Esta sensación de desvinculación, compartida también por
Israel como se ha visto en su reciente guerra en Gaza, ha llevado a los países
del Golfo a patrocinar por su cuenta a los combatientes suníes que luchaban
contra las milicias proxies de Irán en Siria e Irak. Y sólo ahora que sus
patrocinados se han vuelto demasiado poderosos para responder a su control, han
vuelto a coligarse con Estados Unidos para hacerle frente. Turquía es otra
potencia que está tratando de recuperar
la influencia regional de la que el Acuerdo Sykes-Picot privó al imperio
otomano. Ha apostado por la caída del régimen sirio y por el sostenimiento del
Gobierno iraquí porque no le interesa que progrese ninguna de las autonomías
kurdas existentes en Siria, Irak y, desde luego dentro de Turquía. Por eso
cierra sus fronteras a los combatientes kurdos que acuden a socorrer a las
poblaciones kurdas que corren hacia Turquía desplazados por la limpieza étnica
de ISIS. Irán ha puesto en marcha un proceso de distensión con su enemigo
mortal occidental aprovechando la baza de su programa nuclear, aunque el tiempo
dirá si es un movimiento táctico, para mitigar los efectos del embargo, o uno
estratégico, para acelerar la salida de Estados Unidos de la zona. Irán aspira
a preservar su influencia sobre Irak y se opone tanto al secesionismo kurdo
como al nacionalismo iraquí de algunas milicias chiitas. Irán es un actor
pragmático y optará por la cooperación discreta con quienes luchen contra ISIS
sin poner en peligro su influencia en Irak. Finalmente, Rusia continúa apoyando
al régimen sirio y confrontando a Estados Unidos, pero no ha dudado en apoyar
militarmente al gobierno de Bagdad para hacer frente al mismo yihadismo
trasnacional que amenaza sus revueltas internas.
Y llegó la coalición
Todos los anteriores
han aparcado sus diferencias para hacer frente a ISIS y se van apuntando en una
coalición de interés. La estrategia del Presidente Obama que guía la coalición
no establece como quedarán Siria e Irak una vez que ISIS se debilite o se
destruya (lo primero parece más factible que lo segundo), y deja a cargo de
cada participante la forma, medios y plazo de contribuir. Será una coalición
militar que puede obtener resultados en la lucha contra la insurgencia armada,
pero está por ver si se aglutina la cooperación internacional no militar que se
precisa para luchar contra la financiación, la radicalización y el flujo de
combatientes extranjeros que nutren a ISIS. Será una coalición implícita, en la
medida que Rusia, Irán o Estados Unidos no querrán reconocer que colaboran
entre sí, con el régimen sirio o con los secesionistas kurdos, y provisional,
en la medida que la participación depende de los resultados que se obtengan.
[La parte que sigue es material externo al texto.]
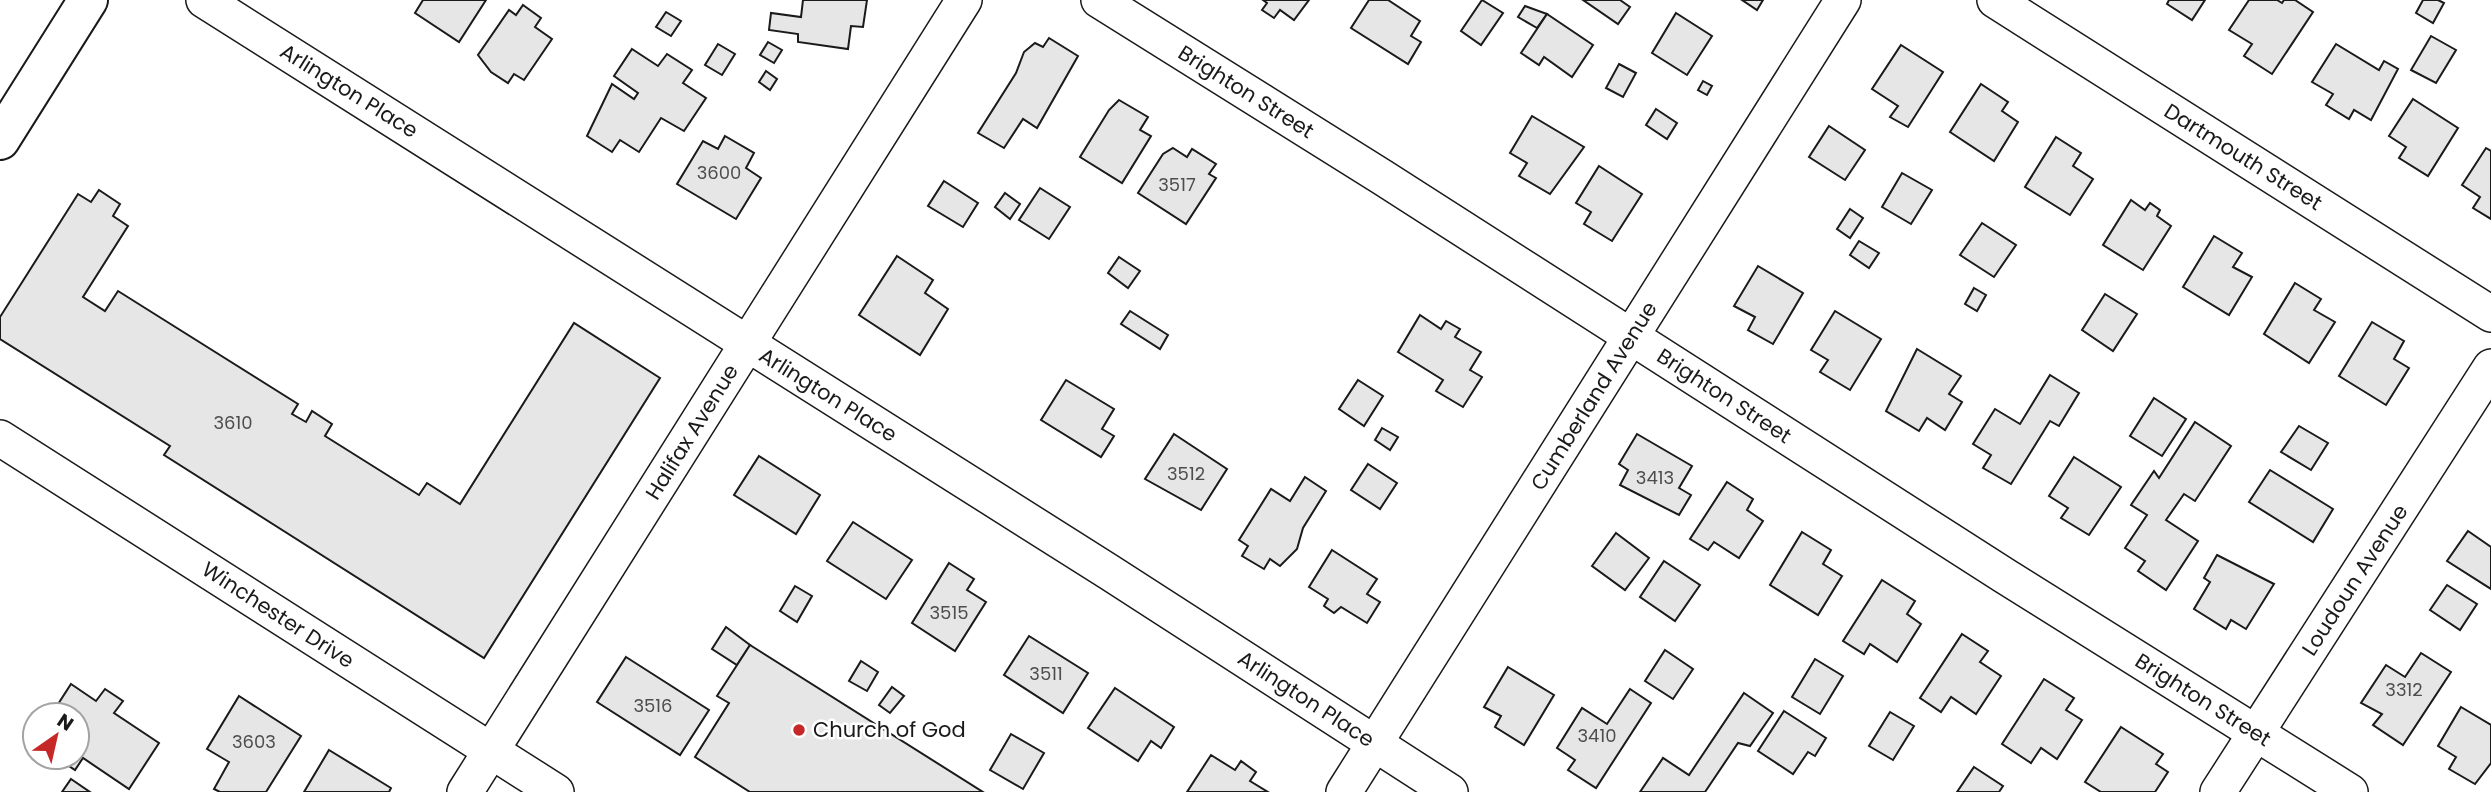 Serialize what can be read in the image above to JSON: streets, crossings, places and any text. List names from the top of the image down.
{
  "streets": {
    "street": [
      "Arlington Place",
      "Brighton Street",
      "Dartmouth Street",
      "Cumberland Avenue",
      "Halifax Avenue",
      "Loudoun Avenue",
      "Winchester Drive"
    ]
  },
  "crossings": [
    ["Arlington Place", "Cumberland Avenue"],
    ["Arlington Place", "Halifax Avenue"],
    ["Brighton Street", "Cumberland Avenue"],
    ["Brighton Street", "Loudoun Avenue"],
    ["Halifax Avenue", "Winchester Drive"]
  ],
  "places": ["Church of God"],
  "house_numbers": [
    "3600",
    "3517",
    "3610",
    "3512",
    "3413",
    "3515",
    "3511",
    "3312",
    "3516",
    "3410",
    "3603"
  ],
  "north": "top right"
} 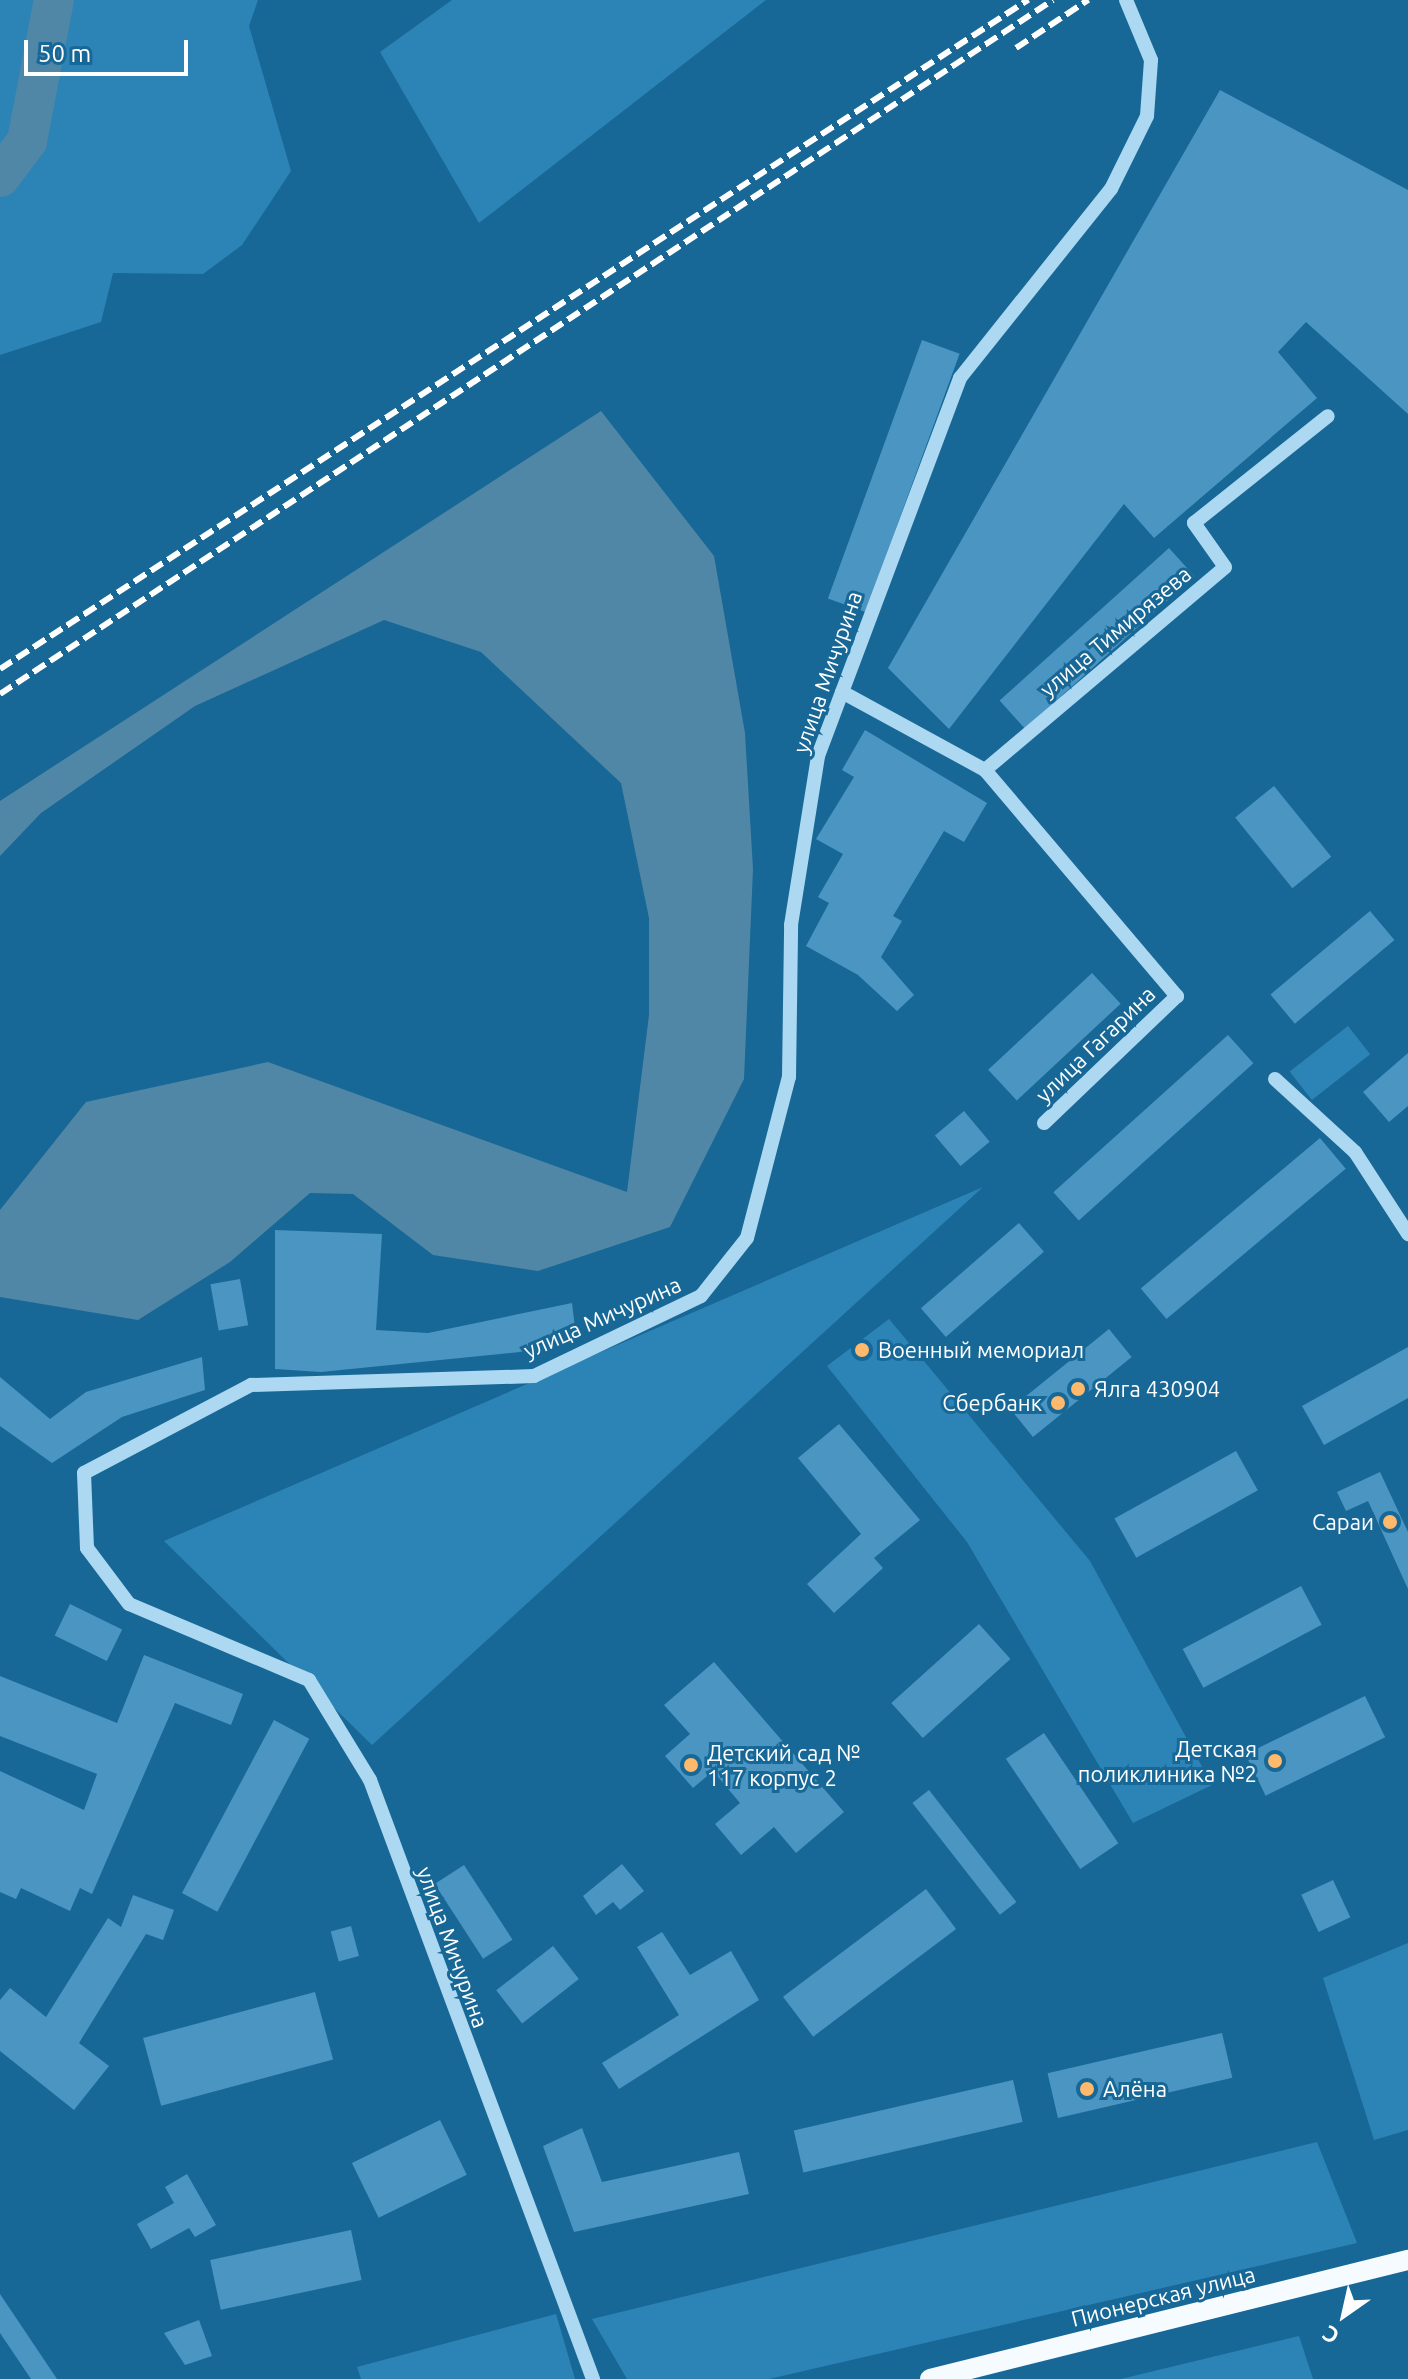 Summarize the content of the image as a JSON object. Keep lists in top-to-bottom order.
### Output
{
  "streets": {
    "main road": ["Пионерская улица"],
    "street": ["улица Тимирязева", "улица Мичурина", "улица Гагарина"]
  },
  "crossings": [
    ["улица Тимирязева", "улица Гагарина"]
  ],
  "places": [
    "Военный мемориал",
    "Ялга 430904",
    "Сбербанк",
    "Сараи",
    "Детская поликлиника №2",
    "Детский сад № 117 корпус 2",
    "Алёна"
  ],
  "scale_bar": "50 m",
  "north": "bottom left"
}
En
lo que dependa de la coalición, las acciones aéreas podrán contener la
expansión de ISIS pero tardarán tiempo en debilitarlo y, sobre todo, no podrán
desalojarle de las posiciones que ocupan hasta que las fuerzas terrestres
iraquíes, kurdas o suníes estén suficientemente adiestradas y equipadas.
Mientras luchan contra ISIS, los coligados no podrán evitar pensar día a día
quién va a cubrir el vacío de ISIS y cómo les afecta el equilibrio regional
resultante. Pese a todo, los miembros de la coalición se disponen a entrar en
el túnel de Oriente Próximo esperando encontrar pronto una salida.